Where is the evidence?
On what basis is this assertion made?
Co-ordinators of governor services in Yorkshire and Humberside trawled through Ofsted reports but found no obvious or convincing correlation between governing body size and grading for governance. Surely the proposal is not based on the efficiency of interim executive boards. These small bodies of professionals appointed specifically for their proven skills and understanding of education are not indicative of typical governing bodies.
The regulations allow governing bodies to determine their size (within limits) according to local circumstances. This supports the stakeholder model and promotes community cohesion.
I have found little support for smaller governing bodies unless the complete review of governance, which evidence suggests is urgently required, results in significantly reduced responsibilities. Would it not be sensible to await the outcome of the review before imposing a reduction?

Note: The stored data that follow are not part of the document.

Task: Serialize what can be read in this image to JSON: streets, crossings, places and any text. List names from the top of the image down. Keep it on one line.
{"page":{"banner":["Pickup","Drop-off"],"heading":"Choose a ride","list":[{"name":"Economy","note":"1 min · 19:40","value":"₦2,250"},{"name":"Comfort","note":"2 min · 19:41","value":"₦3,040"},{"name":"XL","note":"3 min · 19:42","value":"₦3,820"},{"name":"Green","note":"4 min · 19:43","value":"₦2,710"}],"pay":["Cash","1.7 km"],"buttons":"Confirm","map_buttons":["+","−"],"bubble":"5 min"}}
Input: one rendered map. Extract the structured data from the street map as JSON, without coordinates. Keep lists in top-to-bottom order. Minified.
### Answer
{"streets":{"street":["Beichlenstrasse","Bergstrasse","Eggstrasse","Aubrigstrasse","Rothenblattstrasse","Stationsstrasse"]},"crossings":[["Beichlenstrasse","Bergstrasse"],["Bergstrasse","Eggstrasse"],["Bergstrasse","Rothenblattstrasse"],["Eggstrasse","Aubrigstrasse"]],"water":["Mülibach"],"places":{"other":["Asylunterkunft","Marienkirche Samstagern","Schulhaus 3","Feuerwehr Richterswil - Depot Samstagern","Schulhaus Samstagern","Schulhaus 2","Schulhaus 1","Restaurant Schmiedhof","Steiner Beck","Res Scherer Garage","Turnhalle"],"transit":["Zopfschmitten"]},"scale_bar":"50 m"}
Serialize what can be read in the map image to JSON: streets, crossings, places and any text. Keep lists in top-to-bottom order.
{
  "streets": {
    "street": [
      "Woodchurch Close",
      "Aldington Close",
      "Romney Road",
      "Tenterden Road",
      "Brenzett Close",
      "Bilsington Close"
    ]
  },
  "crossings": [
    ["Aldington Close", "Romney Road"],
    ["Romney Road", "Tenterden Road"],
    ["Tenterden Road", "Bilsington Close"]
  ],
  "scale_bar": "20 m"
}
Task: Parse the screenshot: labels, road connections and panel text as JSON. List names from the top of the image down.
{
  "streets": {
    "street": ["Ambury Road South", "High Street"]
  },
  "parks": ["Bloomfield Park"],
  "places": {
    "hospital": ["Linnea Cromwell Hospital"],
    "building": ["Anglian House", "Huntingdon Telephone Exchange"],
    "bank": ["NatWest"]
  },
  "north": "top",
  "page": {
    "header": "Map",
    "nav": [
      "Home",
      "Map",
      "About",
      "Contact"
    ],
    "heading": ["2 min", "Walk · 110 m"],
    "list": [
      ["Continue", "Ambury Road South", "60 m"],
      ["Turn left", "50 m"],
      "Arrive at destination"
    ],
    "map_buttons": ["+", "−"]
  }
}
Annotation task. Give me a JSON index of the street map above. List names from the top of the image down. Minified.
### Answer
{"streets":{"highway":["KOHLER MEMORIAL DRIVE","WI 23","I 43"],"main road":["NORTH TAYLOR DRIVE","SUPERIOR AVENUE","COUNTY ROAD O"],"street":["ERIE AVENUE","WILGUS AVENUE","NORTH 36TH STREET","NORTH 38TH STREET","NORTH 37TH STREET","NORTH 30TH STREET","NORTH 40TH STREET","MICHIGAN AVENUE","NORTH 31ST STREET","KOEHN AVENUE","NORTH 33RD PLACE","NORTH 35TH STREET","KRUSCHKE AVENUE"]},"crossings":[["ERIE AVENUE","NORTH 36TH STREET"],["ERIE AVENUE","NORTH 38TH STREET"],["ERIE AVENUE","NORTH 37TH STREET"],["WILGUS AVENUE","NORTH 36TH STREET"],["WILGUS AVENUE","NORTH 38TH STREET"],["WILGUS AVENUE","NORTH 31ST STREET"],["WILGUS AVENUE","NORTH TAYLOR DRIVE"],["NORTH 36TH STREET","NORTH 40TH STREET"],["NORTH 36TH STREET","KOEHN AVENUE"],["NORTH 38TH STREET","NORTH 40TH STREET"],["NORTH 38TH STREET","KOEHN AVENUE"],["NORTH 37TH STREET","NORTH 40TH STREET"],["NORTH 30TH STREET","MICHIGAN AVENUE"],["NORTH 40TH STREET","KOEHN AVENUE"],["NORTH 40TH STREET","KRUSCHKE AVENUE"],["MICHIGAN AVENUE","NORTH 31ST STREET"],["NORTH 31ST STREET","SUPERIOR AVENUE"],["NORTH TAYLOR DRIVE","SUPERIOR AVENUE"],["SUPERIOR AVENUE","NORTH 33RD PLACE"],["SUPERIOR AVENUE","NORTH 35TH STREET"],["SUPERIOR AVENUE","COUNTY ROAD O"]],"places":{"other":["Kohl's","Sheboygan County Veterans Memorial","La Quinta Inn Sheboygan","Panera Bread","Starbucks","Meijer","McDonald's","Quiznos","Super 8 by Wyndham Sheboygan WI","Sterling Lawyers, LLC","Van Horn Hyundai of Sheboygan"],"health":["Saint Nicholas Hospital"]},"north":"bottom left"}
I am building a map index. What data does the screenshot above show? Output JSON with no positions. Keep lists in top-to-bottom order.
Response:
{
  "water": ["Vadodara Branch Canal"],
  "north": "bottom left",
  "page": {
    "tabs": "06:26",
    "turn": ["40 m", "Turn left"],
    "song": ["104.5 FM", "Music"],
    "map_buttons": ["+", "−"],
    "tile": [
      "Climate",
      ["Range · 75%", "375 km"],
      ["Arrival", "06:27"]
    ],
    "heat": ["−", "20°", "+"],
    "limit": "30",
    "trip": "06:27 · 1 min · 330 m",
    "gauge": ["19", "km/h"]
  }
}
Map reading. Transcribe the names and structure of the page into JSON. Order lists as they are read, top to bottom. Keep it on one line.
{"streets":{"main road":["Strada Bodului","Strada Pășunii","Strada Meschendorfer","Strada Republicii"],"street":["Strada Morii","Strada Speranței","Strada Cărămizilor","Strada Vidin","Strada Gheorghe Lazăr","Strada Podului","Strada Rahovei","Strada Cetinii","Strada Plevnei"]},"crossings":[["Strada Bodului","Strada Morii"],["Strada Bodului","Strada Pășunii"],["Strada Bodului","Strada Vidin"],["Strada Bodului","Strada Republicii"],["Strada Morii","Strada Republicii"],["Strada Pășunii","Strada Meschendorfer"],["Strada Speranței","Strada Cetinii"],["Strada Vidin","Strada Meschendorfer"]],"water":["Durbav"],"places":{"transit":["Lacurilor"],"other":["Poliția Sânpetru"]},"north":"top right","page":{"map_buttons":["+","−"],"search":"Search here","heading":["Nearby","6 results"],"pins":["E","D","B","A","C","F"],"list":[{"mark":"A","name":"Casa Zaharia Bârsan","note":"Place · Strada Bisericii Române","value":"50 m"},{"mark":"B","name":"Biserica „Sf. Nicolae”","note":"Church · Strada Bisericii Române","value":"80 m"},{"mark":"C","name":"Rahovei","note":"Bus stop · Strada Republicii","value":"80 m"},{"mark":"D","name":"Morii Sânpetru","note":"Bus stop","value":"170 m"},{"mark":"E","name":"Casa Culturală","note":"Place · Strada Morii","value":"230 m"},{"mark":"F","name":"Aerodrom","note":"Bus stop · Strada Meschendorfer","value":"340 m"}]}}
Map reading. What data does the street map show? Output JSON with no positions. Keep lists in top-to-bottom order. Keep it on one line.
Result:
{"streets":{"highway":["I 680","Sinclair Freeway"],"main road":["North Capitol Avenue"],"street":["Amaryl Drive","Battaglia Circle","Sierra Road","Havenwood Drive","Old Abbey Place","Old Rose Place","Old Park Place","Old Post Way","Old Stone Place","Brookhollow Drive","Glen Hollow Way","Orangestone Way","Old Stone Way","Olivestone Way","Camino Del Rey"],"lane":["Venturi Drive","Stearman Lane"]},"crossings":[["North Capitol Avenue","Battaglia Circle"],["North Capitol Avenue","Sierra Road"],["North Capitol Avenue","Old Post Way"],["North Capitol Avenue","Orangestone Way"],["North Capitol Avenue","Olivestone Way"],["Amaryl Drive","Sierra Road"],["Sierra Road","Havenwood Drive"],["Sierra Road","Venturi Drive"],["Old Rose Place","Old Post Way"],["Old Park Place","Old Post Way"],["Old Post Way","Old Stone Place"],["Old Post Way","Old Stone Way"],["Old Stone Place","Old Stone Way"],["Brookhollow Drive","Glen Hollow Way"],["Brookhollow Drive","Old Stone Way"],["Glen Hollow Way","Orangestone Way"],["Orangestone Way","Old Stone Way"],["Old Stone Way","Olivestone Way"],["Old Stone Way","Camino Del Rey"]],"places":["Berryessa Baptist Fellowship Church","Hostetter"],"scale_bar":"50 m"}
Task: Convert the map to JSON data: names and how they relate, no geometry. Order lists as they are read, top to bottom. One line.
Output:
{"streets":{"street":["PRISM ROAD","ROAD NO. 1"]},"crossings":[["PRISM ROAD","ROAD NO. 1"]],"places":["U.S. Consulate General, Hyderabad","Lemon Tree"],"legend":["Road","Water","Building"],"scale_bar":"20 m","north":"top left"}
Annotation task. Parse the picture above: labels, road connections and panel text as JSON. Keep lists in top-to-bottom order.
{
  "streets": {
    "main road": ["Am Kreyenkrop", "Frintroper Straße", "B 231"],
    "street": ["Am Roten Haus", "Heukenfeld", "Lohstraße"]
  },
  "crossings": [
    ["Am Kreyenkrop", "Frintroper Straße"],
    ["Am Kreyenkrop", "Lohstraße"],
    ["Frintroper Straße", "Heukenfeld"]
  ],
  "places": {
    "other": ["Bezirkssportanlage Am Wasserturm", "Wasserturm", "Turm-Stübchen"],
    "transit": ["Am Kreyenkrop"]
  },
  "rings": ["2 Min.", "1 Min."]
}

I am a governor at two schools where we share out responsibilities in order to monitor effectively. We liaise and build positive, trusting relationships with staff so that we get the challenge, support and accountability right. (Ofsted confirms that we are very successful). However, we are unlikely to be able to do this as thoroughly if individual governor responsibilities had to increase as a result of there being fewer of us. My experience as external adviser, trainer and chair is that even those on large governing bodies already struggle to give as much time to the role as they feel is required.
I urge everyone to respond to the consultation. What difference would an enforced reduction in size without reduced responsibilities make to your ability to continue good practice? Could you still monitor, support and challenge as effectively?
Angela Dunkerley, Chair of Governors at Winterton CofE Infants' School, and Governor at Winterton Comprehensive School, North Lincolnshire.